2013年06月27日
大阪に県外避難をしてきた子どもの生活と心を守る保護者支援プログラムや子供のための地域イベント
これまで支援が行き届いていなかった県外避難をしてきている子どもや、支援を必要とする子どもを持つ家庭と出会い、必要に応じた支援を行う活動。 実績としては大阪市社会福祉協議会や区の社会福祉協議会と連携を行い、交流会や相談会、家庭訪問への参加を行うことで子どもとを抱える家庭と出会ったり、支援の広報を行ったりすることができた。また、子どもとの関係を悩む保護者のためには、「臨床動作法を使ったコミュニケーションワークショップ」を行い、親子関係改善を行うための実践を通した勉強会を行った。更に地域の子どもたちと避難中の子どもたちの交流を図るイベントを行い、子どもたちがこれから生活する地域を知り愛着を持ったり、地域の人や仲間とのコミュニケーションの大切さを学ぶ活動を行った。
【活動の背景】
近畿地方には行政が把握しているだけで東日本大震災からの県外避難者が6,000人以上おり、1年以上が過ぎても尚、避難者の数は減らない。また、県外避難者の中には放射能を避けるため関東からの自主避難者も多く、その人数は行政でさえも把握できていないのが現状である。そして、その県外避難者の全体の6割が夫と離れて暮らす母子避難だといわれている。

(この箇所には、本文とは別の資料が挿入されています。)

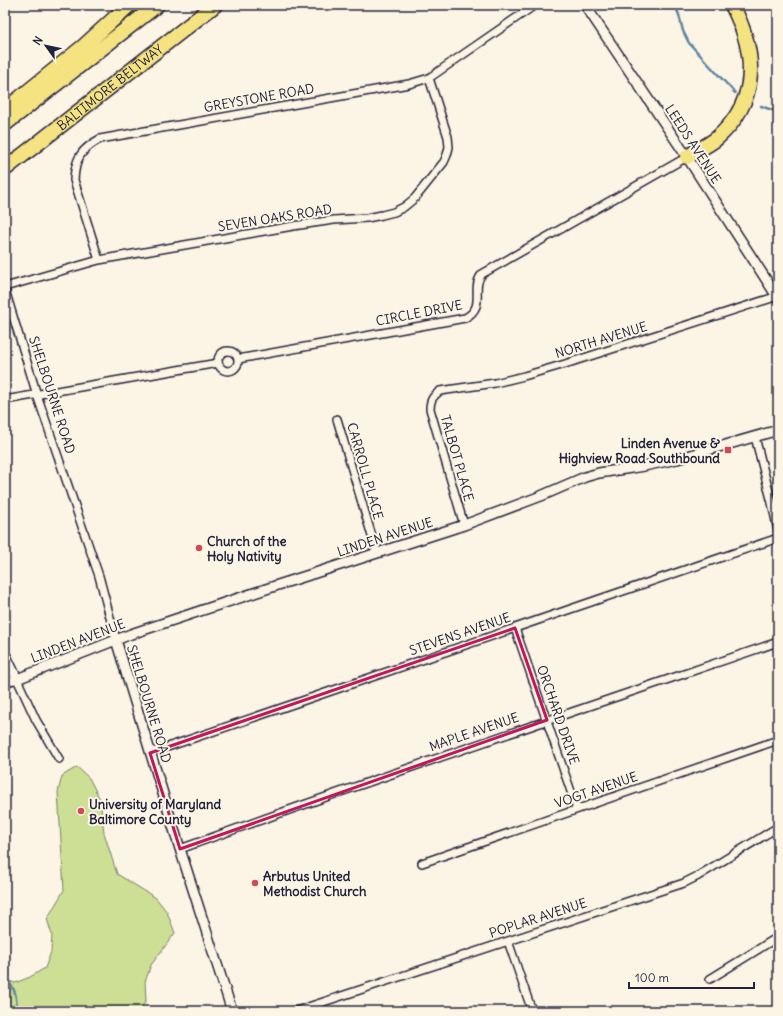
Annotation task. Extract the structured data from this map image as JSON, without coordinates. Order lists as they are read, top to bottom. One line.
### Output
{"streets":{"highway":["BALTIMORE BELTWAY"],"street":["GREYSTONE ROAD","LEEDS AVENUE","SEVEN OAKS ROAD","CIRCLE DRIVE","NORTH AVENUE","SHELBOURNE ROAD","TALBOT PLACE","CARROLL PLACE","LINDEN AVENUE","STEVENS AVENUE","ORCHARD DRIVE","MAPLE AVENUE","VOGT AVENUE","POPLAR AVENUE"]},"crossings":[["GREYSTONE ROAD","SEVEN OAKS ROAD"],["LEEDS AVENUE","CIRCLE DRIVE"],["LEEDS AVENUE","NORTH AVENUE"],["SEVEN OAKS ROAD","SHELBOURNE ROAD"],["NORTH AVENUE","TALBOT PLACE"],["SHELBOURNE ROAD","LINDEN AVENUE"],["SHELBOURNE ROAD","STEVENS AVENUE"],["SHELBOURNE ROAD","MAPLE AVENUE"],["TALBOT PLACE","LINDEN AVENUE"],["CARROLL PLACE","LINDEN AVENUE"],["STEVENS AVENUE","ORCHARD DRIVE"],["ORCHARD DRIVE","MAPLE AVENUE"],["ORCHARD DRIVE","VOGT AVENUE"]],"places":{"transit":["Linden Avenue & Highview Road Southbound"],"other":["Church of the Holy Nativity","University of Maryland Baltimore County","Arbutus United Methodist Church"]},"scale_bar":"100 m","north":"top left"}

そういった現状に対し、本団体では被災地支援と並行して「東日本大震災による県外避難中の子どもたちへの相談支援事業」という支援を行なっている。そこでは、避難者交流会での出張相談、電話相談、子どもたちの居場所(土曜日のみ開所)、イベントでの託児、一時保育、また避難している子どもの親で構成する「お茶べり会」へのサポートと託児の提供を行なっている。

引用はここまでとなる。